C’est une info intéressante à plusieurs niveaux :

  1. Transparence inhabituelle. OpenAI et Google n’admettent jamais publiquement qu’ils ont mieux en interne. Anthropic joue la carte de l’honnêteté.
  2. Roadmap implicite. Mythos arrivera, probablement d’ici 6 mois si la trajectoire historique se confirme. Les devs peuvent s’attendre à un saut plus important que 4.6 → 4.7.
  3. Le ralentissement apparent des releases est volontaire. Ce qu’on reçoit, c’est ce qui a passé la batterie de tests safety. Ce qui est plus puissant attend.

Migration : qu’est-ce qui casse ?

J’ai migré mes trois agents de prod de claude-opus-4-6 vers claude-opus-4-7 en changeant une chaîne de caractère. Zéro autre modification de code. Les 3 agents ont tourné pendant une heure sans régression.

Ce à quoi il faut faire attention :

  • Le nouveau tokenizer peut shifter les limites sur des edge cases où tu avais des prompts calibrés au token près.
  • Si tu utilises du tool use strict avec validation de schémas exacts, refais une passe — les formats de sortie sont légèrement plus concis sur 4.7.
  • Le prompt caching reste compatible d’une version à l’autre, tu gardes tes économies.

Ce qui reste décevant

Pour être honnête, deux choses n’ont pas bougé avec cette release :

1. La capacité de computer use. Aucune amélioration mentionnée. L’intégration Chrome DevTools reste aussi inégale que ce que j’avais testé début avril (voir mon retour sur 1 mois de Computer Use). Dommage.

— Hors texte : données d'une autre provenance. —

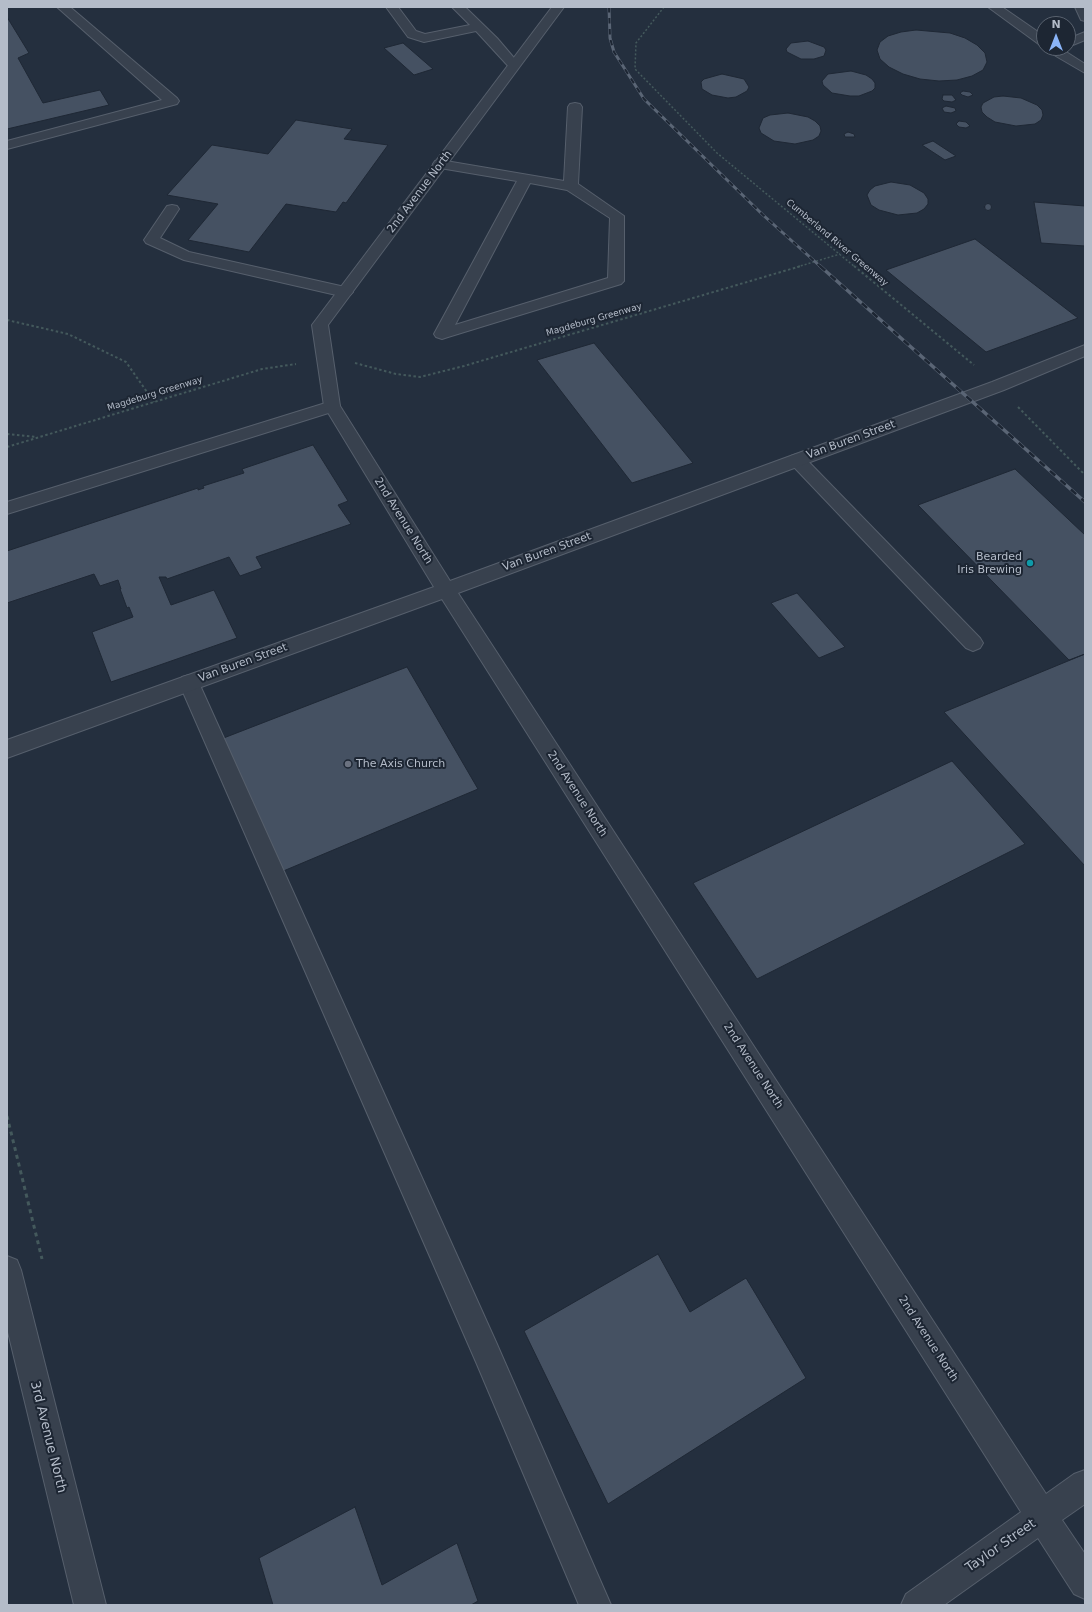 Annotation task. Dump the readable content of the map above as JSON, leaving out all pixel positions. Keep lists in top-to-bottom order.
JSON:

2. Le prix d’entrée reste élevé pour du volume. À 25$/M tokens output, un produit grand public qui servirait Opus 4.7 en masse coûte trop cher à exploiter. Pour du B2B ciselé ça va, pour du consumer c’est toujours Haiku/Sonnet.

À retenir

Opus 4.7 est une release solide sans être révolutionnaire. Le vrai gain est dans la fiabilité agentique (division par 3 des tool errors) et le nouveau niveau xhigh qui offre un meilleur ratio qualité/latence que max.

Si tu utilises Claude pour du dev sérieux, migre dès aujourd’hui sur claude-opus-4-7. Si tu es sur des workflows agentiques, migre hier.

Et garde un œil sur Mythos. Quelque chose me dit qu’on n’a pas fini d’en entendre parler.